Pour la version pain, laissez ensuite lever 1 h 30 à 2 h dans un endroit tiède. Pour la version biscuit, passez presque directement à la cuisson. C’est cette différence qui change réellement le résultat, bien plus que n’importe quel détail décoratif.
Cuisson, service et conservation
La cuisson mérite autant d’attention que la pâte, parce qu’un kaak trop pâle reste plat en goût, alors qu’un kaak trop cuit perd sa souplesse. J’utilise généralement deux repères simples, selon la version choisie.
- Version pain : four à 200 °C, 18 à 22 minutes, jusqu’à une coloration dorée et régulière.
- Version biscuit : four à 180 °C, environ 20 à 25 minutes, avec une couleur blond doré.
- Refroidissement : toujours sur grille, jamais sur la plaque chaude, pour éviter la condensation.
- Service : le pain se marie très bien avec labneh, fromage frais, tomates, concombre, olives ou zaatar.
- Accompagnement : le biscuit s’apprécie davantage avec un thé noir, un café ou un lait chaud légèrement parfumé.
Pour la conservation, le contraste est net. Le biscuit tient facilement plusieurs jours dans une boîte hermétique, tandis que le pain est meilleur le jour même, ou le lendemain au plus tard, quand on veut garder une croûte agréable. Si vous devez préparer à l’avance, je congèle volontiers les pains déjà refroidis, puis je les réchauffe quelques minutes au four avant de servir.
Les erreurs qui changent vraiment le résultat
Quand un kaak ne ressemble pas à ce qu’on attendait, le problème vient rarement de la recette en elle-même. En cuisine, ce sont souvent les petits écarts répétés qui font dévier le résultat.
- Ne pas toaster le sésame : la saveur reste plate et le parfum manque de relief.
- Ajouter trop de farine : la pâte sèche, les anneaux craquent au pliage et la mie devient lourde.
- Surtravailler la pâte biscuit : elle perd son côté sablé et devient plus compacte que prévu.
- Laisser lever la version biscuit : elle s’étale trop et perd son croquant.
- Cuire trop peu : la surface blanchit, le sésame n’exprime pas son goût et la texture paraît pâteuse.
- Laisser refroidir à l’air libre trop longtemps : le biscuit perd sa tenue et le pain sèche plus vite.

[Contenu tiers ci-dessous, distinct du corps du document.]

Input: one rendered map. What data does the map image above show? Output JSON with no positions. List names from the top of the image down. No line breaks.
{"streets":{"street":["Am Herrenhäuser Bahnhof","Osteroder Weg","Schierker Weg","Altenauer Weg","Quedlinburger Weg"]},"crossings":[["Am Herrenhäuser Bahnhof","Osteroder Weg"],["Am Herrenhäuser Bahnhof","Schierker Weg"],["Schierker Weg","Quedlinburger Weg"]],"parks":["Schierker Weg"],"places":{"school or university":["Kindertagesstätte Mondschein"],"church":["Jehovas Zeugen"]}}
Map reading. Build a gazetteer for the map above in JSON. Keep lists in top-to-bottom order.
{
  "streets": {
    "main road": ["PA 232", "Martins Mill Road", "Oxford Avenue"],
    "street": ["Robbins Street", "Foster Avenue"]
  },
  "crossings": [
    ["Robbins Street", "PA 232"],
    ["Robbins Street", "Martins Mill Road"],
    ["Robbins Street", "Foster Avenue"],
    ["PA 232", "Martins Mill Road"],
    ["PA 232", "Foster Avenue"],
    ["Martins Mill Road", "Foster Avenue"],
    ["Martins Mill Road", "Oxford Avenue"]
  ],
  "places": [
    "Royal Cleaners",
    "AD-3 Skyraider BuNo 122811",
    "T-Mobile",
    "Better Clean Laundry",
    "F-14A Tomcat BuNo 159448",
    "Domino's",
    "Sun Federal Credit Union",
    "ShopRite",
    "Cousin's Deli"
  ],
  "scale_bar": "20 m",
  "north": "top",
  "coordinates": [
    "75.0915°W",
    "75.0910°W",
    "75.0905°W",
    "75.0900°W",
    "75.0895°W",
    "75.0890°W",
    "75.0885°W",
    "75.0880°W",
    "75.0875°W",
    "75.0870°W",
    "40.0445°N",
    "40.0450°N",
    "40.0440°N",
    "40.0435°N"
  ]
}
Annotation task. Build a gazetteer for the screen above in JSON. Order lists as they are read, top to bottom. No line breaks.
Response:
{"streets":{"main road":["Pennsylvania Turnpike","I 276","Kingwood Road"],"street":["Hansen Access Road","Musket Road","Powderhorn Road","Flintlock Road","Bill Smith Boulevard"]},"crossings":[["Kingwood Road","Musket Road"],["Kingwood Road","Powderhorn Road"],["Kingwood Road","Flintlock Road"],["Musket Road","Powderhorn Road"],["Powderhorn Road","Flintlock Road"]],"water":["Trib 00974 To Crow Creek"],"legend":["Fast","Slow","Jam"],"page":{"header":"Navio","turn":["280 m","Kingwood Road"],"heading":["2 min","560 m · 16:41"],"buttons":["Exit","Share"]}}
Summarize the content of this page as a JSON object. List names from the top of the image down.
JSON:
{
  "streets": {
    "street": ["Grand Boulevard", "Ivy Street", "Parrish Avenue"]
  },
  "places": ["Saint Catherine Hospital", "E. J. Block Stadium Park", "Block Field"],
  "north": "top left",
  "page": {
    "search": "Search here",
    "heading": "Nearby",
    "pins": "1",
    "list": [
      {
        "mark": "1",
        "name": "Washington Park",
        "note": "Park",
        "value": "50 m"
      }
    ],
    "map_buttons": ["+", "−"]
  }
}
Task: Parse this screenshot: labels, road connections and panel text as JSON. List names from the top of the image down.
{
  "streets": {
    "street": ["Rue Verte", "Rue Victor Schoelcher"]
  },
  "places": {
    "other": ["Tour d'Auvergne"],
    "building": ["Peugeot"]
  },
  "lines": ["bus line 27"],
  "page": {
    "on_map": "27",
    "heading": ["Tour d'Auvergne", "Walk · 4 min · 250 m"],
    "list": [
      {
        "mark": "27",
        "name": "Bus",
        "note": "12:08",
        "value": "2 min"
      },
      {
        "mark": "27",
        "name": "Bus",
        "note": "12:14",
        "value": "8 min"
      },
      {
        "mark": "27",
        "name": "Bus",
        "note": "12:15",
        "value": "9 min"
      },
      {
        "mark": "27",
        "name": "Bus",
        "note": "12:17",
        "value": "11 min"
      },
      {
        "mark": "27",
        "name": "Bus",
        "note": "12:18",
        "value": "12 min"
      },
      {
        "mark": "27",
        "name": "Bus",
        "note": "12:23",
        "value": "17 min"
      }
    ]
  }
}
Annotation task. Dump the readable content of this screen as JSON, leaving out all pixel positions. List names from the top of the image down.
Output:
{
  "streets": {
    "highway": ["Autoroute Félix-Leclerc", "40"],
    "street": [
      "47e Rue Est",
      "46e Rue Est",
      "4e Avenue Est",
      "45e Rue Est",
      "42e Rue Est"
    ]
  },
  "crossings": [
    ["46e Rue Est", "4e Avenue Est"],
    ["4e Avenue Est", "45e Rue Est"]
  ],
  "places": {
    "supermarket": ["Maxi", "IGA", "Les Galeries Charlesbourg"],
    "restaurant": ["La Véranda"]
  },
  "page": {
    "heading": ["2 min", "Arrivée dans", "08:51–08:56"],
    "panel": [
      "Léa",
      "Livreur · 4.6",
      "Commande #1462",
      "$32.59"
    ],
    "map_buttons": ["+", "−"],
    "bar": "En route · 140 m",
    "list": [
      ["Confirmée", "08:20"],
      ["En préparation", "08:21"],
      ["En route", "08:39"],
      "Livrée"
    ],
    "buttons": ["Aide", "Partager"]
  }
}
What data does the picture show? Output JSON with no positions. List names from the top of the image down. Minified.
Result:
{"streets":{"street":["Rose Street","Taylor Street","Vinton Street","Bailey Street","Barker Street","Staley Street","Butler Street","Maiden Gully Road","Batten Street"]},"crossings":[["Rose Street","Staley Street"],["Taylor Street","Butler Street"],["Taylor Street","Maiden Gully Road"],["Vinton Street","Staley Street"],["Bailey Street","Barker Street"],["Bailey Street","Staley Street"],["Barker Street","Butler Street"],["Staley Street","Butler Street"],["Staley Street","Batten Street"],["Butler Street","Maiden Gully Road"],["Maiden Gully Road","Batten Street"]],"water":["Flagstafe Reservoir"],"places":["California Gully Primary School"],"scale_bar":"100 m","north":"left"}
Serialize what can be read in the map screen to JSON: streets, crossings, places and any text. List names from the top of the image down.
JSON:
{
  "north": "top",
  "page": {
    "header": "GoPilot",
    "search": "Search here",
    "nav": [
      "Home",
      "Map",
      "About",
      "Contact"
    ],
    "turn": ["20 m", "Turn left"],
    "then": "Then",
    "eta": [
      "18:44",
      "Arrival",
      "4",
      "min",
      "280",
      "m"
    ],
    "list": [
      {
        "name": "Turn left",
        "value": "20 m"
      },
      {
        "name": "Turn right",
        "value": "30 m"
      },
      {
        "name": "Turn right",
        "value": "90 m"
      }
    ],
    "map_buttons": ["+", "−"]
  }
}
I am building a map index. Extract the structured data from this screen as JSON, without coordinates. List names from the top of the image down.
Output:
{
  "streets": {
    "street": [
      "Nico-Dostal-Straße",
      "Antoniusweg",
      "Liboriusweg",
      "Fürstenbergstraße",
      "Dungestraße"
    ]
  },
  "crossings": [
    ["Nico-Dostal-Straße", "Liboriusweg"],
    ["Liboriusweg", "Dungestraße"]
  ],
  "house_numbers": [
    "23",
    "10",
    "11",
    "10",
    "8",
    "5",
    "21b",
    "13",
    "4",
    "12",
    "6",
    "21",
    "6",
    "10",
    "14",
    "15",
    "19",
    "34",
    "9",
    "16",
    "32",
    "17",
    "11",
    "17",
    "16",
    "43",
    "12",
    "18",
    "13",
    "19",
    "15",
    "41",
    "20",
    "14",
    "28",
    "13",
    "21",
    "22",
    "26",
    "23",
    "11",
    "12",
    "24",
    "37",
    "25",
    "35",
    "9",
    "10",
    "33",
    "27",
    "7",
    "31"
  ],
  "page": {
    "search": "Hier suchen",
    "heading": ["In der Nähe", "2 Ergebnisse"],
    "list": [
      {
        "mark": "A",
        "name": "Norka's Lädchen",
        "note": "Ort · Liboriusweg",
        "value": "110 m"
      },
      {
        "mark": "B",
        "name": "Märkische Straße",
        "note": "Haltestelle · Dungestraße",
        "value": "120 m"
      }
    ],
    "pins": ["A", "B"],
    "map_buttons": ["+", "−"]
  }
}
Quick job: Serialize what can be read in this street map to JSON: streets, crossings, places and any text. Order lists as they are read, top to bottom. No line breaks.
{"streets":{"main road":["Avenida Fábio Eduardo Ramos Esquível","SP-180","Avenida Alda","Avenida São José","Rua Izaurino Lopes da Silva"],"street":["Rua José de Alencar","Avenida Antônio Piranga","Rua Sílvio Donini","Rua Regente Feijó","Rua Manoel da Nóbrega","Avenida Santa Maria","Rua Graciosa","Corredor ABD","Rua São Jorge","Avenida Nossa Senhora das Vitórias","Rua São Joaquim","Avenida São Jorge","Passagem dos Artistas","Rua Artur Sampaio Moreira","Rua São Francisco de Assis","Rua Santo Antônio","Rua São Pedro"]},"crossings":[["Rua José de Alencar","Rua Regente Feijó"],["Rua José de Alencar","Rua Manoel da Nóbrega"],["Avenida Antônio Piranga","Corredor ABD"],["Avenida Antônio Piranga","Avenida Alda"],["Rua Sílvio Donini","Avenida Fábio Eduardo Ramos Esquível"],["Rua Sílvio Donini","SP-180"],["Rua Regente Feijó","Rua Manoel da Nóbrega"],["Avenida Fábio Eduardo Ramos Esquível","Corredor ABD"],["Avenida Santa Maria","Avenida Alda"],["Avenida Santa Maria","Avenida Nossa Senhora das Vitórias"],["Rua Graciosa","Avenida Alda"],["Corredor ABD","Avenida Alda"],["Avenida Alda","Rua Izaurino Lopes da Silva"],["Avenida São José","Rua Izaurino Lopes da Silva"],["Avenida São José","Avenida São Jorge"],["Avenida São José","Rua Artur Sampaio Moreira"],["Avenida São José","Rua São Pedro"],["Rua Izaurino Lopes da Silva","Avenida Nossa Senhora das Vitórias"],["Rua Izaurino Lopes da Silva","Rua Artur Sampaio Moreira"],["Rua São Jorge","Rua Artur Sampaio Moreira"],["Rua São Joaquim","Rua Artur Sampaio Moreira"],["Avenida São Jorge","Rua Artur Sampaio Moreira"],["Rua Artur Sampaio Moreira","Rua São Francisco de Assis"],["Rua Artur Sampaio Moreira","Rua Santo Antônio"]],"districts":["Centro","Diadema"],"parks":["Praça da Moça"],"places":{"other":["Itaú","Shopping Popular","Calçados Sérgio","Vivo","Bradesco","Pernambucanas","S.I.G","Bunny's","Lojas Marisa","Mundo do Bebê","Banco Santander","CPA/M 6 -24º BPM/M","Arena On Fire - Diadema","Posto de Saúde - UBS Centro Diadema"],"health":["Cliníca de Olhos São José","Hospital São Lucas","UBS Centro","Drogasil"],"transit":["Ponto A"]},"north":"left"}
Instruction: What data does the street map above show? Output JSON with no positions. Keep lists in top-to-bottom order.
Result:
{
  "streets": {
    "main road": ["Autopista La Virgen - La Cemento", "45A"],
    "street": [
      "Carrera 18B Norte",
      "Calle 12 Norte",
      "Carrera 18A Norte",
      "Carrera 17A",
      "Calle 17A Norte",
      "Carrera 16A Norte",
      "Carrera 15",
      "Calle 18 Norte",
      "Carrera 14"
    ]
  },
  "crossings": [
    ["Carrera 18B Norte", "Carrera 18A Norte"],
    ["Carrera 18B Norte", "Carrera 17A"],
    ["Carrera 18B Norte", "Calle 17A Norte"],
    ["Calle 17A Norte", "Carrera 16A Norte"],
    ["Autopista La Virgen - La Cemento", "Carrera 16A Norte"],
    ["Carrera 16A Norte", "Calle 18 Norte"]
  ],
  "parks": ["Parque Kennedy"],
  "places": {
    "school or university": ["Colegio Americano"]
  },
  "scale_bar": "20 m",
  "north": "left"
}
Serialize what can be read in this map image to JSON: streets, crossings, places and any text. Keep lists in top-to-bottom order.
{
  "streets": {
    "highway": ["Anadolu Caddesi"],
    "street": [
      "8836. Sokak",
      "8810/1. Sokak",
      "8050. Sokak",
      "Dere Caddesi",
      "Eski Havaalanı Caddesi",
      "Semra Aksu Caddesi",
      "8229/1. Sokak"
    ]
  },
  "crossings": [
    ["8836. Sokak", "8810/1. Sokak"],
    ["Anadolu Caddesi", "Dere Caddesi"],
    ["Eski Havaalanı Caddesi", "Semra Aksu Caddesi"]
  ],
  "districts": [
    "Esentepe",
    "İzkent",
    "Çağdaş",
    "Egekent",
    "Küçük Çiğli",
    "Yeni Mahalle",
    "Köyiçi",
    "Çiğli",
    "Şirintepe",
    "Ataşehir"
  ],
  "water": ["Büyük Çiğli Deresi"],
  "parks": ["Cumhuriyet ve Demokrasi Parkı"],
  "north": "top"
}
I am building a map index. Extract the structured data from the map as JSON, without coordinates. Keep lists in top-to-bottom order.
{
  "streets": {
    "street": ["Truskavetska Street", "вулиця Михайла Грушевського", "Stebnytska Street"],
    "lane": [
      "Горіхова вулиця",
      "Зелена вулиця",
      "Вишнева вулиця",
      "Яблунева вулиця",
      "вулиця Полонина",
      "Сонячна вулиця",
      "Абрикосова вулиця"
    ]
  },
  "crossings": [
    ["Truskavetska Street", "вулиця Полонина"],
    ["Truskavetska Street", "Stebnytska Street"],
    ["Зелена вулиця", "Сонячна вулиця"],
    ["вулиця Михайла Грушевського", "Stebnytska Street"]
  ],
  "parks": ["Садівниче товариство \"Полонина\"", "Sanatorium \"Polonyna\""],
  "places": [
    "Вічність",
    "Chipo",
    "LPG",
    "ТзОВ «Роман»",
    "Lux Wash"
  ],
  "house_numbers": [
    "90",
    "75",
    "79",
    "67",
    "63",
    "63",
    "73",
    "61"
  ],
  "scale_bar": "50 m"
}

Mon réflexe est simple : si la pâte paraît incertaine, je préfère l’ajuster très légèrement à l’humidité plutôt que d’en rajouter en farine. C’est souvent là que l’équilibre se joue, surtout avec une recette aussi courte et lisible que celle-ci.
La version à garder sous la main pour la prochaine fournée
Si je ne devais retenir qu’une chose, ce serait celle-ci : le kaak se réussit quand on décide très tôt de sa destination, pain ou biscuit. Le premier joue sur la souplesse, la pousse et le service salé; le second mise sur le croquant, l’anis et le goûter.
- Pour un résultat proche du pain de rue, gardez la levure boulangère, une pâte souple et une cuisson plus vive.
- Pour un résultat plus sec et plus pratique à offrir, partez sur la levure chimique, le beurre et une cuisson plus douce.
- Dans les deux cas, le sésame grillé et une pâte bien équilibrée font toute la différence.
Je prépare souvent les deux versions quand je veux composer une table généreuse, parce qu’elles ne servent pas le même moment de la journée. C’est précisément ce qui fait le charme de ce classique libanais : il peut être simple, familial, et pourtant très nuancé selon la texture que vous choisissez.